Many Coen brothers films feature characters whose actions are marked by bumbling ineptitude.  Think of hapless car salesman Jerry Lundegaard and the two blundering kidnappers in Fargo (1996), or the amateur blackmailers of Burn After Reading (2008).  The characters in No Country for Old Men, on the other hand, are competent and determined.  Chigurh is a relentless, violent force of nature, but Moss gives him a run for his money.  "He can take all comers," says Carla Jean about her husband, and Moss proves that her statement is more than just wifely pride, vowing to take the fight to Chigurh rather than wait it out.  Bell, too, is very good at what he does, but he understands that there is someone out there who is better still.  Many of the film's scenes feature little dialogue, and so we see these characters' competence firsthand as they perform a variety of activities, from hiding money to patching themselves up after a gunfight.

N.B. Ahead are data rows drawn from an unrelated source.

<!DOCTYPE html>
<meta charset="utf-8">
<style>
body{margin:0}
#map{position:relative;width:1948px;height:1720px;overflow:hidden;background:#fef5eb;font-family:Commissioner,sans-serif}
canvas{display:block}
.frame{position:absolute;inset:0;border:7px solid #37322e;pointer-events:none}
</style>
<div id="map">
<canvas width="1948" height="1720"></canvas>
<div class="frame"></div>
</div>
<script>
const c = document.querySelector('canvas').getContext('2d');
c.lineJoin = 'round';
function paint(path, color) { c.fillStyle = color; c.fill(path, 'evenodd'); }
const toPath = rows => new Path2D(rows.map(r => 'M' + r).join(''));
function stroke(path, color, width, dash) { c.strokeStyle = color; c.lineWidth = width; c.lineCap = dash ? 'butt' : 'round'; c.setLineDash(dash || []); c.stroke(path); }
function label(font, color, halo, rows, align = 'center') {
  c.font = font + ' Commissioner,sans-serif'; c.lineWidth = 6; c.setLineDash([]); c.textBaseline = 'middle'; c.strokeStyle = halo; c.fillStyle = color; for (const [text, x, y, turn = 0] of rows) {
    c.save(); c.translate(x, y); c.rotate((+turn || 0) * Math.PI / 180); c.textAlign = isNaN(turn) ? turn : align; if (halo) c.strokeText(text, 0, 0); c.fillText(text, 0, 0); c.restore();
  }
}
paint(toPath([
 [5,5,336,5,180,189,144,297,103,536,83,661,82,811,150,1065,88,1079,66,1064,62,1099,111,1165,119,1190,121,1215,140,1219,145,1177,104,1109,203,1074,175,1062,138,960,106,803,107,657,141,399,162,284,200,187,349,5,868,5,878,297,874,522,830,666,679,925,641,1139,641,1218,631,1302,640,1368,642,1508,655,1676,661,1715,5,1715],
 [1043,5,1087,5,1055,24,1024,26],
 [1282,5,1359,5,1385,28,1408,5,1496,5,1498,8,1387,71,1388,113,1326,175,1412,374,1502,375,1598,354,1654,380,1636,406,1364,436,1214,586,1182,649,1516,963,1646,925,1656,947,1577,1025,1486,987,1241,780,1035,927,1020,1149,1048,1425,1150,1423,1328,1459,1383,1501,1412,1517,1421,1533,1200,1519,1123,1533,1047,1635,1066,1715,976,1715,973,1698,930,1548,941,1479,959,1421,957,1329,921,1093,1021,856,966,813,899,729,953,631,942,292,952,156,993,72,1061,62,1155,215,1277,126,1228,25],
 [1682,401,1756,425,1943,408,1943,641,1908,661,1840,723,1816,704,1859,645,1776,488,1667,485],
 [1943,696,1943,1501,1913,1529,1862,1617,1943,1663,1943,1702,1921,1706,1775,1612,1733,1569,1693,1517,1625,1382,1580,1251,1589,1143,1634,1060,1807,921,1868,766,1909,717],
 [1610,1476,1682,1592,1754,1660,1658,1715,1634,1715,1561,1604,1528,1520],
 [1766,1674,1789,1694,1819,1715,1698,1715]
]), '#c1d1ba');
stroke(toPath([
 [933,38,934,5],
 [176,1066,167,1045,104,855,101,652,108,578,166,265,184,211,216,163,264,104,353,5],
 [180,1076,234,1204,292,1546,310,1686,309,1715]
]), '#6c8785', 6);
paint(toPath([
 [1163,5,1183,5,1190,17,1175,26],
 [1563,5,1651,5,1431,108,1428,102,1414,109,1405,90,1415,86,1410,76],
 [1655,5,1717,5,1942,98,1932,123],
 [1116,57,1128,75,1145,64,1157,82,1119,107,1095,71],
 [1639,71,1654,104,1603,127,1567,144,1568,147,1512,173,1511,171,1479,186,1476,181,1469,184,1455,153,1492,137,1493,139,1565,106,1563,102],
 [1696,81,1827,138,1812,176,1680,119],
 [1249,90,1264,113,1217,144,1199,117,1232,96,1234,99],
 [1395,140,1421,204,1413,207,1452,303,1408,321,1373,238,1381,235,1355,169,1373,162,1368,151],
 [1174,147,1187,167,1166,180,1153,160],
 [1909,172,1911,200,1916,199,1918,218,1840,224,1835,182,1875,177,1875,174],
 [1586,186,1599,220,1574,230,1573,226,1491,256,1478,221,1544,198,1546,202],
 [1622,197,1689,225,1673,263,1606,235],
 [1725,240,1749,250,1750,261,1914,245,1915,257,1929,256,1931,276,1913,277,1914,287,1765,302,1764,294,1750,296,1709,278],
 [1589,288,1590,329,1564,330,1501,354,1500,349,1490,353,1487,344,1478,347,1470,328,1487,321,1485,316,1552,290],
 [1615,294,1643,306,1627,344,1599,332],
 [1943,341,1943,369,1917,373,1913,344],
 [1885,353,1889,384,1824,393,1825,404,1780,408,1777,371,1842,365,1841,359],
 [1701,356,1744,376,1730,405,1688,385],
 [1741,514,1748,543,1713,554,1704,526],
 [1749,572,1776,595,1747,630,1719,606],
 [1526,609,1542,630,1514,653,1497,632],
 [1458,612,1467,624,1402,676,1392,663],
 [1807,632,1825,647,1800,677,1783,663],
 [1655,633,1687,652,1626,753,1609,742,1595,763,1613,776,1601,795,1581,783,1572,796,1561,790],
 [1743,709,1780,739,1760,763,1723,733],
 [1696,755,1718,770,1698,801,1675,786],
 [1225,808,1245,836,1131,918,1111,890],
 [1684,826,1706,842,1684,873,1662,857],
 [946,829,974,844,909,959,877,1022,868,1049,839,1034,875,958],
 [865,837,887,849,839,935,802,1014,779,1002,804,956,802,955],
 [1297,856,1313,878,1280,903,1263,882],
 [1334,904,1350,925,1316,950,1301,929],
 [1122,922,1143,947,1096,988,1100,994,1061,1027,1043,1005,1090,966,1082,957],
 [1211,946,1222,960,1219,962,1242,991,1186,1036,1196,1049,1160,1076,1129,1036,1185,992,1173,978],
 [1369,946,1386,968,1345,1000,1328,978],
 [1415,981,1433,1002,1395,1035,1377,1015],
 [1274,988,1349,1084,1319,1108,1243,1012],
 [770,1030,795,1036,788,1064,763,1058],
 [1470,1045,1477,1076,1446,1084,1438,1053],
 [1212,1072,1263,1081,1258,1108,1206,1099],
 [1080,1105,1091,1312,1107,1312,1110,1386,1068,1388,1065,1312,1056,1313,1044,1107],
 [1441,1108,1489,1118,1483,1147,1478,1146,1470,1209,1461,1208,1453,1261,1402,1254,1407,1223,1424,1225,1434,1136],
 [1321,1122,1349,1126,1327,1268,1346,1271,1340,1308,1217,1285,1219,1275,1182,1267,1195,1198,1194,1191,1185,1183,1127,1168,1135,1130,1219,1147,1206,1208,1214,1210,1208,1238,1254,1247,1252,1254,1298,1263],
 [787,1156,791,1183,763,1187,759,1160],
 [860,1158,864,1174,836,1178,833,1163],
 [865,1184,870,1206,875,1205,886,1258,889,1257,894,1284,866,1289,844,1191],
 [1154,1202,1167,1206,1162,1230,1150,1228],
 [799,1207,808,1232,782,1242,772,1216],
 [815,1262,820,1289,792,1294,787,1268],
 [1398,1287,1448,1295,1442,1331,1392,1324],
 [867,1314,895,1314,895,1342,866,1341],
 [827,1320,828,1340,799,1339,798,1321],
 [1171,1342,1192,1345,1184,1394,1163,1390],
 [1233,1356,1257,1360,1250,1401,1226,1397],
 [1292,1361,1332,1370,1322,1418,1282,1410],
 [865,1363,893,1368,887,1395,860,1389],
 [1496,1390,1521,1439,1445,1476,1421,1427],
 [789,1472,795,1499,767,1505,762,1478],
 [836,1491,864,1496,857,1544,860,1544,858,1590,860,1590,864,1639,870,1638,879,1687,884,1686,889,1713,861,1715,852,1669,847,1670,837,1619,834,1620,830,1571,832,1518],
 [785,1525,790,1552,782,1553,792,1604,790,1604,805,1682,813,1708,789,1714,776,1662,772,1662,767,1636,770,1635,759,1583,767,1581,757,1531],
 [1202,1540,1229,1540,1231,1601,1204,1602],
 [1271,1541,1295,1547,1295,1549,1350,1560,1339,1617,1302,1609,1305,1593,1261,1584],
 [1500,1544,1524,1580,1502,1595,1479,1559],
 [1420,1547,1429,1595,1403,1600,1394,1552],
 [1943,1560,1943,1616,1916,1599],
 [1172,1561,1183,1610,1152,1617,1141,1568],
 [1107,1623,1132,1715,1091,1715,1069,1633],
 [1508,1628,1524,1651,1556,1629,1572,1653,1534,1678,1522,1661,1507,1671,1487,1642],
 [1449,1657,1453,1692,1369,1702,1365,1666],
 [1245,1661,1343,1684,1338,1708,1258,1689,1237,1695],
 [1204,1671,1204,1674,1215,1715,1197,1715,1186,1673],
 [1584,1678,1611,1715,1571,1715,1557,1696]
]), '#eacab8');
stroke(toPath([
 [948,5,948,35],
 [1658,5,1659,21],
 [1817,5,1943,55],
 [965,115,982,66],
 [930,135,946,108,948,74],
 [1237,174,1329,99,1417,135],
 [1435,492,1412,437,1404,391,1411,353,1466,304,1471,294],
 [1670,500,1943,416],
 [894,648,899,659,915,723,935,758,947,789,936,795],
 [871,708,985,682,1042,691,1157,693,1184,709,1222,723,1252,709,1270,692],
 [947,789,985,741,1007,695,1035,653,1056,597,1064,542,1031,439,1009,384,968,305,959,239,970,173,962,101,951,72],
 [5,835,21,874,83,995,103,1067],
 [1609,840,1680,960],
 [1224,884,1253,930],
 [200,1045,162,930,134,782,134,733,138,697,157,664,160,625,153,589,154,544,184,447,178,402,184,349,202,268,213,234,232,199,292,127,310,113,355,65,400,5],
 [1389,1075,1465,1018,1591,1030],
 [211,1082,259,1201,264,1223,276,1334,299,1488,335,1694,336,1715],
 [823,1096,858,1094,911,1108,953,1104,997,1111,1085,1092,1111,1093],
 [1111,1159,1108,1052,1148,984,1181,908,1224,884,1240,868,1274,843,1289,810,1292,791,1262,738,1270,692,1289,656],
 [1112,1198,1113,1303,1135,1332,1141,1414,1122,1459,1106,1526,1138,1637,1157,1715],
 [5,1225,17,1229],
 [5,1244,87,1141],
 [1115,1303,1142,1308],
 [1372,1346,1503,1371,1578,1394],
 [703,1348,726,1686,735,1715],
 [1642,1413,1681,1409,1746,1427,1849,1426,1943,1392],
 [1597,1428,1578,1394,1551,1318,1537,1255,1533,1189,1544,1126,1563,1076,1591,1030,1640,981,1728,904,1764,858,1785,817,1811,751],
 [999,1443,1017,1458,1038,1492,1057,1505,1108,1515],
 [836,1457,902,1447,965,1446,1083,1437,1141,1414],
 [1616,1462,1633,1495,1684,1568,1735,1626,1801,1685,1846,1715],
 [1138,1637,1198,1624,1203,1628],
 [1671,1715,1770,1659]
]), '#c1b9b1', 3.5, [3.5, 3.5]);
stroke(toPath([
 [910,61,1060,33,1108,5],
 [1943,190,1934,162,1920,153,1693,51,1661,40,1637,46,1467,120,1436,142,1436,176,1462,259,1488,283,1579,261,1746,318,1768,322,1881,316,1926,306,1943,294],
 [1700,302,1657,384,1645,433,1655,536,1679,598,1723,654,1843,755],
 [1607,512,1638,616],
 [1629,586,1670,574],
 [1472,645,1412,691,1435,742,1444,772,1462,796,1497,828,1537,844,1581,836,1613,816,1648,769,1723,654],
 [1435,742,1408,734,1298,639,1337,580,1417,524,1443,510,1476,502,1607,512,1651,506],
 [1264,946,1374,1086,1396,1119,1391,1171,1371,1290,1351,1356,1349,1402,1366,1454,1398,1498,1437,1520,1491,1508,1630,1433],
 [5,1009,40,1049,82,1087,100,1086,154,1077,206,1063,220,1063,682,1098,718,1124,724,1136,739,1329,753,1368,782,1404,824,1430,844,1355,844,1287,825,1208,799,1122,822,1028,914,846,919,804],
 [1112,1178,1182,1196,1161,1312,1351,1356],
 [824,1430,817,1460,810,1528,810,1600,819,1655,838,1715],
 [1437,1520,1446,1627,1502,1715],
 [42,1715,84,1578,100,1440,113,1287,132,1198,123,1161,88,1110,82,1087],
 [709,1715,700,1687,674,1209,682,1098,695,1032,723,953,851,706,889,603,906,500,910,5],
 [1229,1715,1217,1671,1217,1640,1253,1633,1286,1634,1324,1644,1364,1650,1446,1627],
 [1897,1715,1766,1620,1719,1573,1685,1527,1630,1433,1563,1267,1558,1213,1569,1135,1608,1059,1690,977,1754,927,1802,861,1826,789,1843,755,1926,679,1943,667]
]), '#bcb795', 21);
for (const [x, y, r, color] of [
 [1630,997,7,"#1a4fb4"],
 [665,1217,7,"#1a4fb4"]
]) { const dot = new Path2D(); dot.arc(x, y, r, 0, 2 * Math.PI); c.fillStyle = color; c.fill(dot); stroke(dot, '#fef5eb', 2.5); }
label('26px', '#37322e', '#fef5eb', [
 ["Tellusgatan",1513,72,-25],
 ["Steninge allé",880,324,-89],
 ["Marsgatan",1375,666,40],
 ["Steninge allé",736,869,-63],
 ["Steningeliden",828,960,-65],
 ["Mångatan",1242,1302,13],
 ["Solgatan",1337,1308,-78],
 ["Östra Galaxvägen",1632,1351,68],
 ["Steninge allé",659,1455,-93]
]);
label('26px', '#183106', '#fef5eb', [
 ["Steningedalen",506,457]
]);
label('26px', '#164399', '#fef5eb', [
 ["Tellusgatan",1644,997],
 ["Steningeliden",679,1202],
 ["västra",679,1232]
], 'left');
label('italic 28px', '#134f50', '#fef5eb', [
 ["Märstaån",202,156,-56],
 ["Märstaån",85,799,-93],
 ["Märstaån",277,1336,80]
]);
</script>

The Coen brothers are writer-directors known for their highly original films and their distinctive style, so it may seem surprising that they should not only adapt someone else's work for one of their films (in this case, a 2005 novel by acclaimed writer Cormac McCarthy), but that the resulting film should remain so faithful to the source material.  Then again, this film fits perfectly into their larger body of work.  The pulpy storyline and dusty Texas setting are reminiscent of their excellent film noir debut, Blood Simple (1984), and the Coens' editing, in combination with Roger Deakins's expert cinematography, ensure that the film exhibits their unique visual style.  No Country for Old Men also features the Coens' characteristic brand of wry humor, as evidenced by the lively exchanges between deputy Wendell and Sheriff Bell ("It's a mess, ain't it, Sheriff?"  "If it ain't, it'll do till the mess gets here"), and by Carla Jean's mother's casual racism ("It's not often you see a Mexican in a suit").  The adaptation process worked out so well for the Coens that they repeated it again successfully three years later, bringing Charles Portis's classic western novel True Grit to the screen in another highly faithful rendition.

Most of the Coens' films contain depictions of violence, some of it brutal in nature, and a pessimistic worldview pervades most of their filmography.  But these aspects of their filmmaking seem more pointed in No Country for Old Men, a film that serves as a harsh reminder of the evil and injustice that exist in our world, and the violence that continues to plague our society.  Gone are the days when, as Ed Tom Bell mentions in the opening narration, a sheriff could perform his or her duties without a gun.

Of course, the Coens also gave us Marge Gunderson, Fargo's pregnant police chief, a bright, shining beacon of human goodness.  So, maybe there's hope for us yet.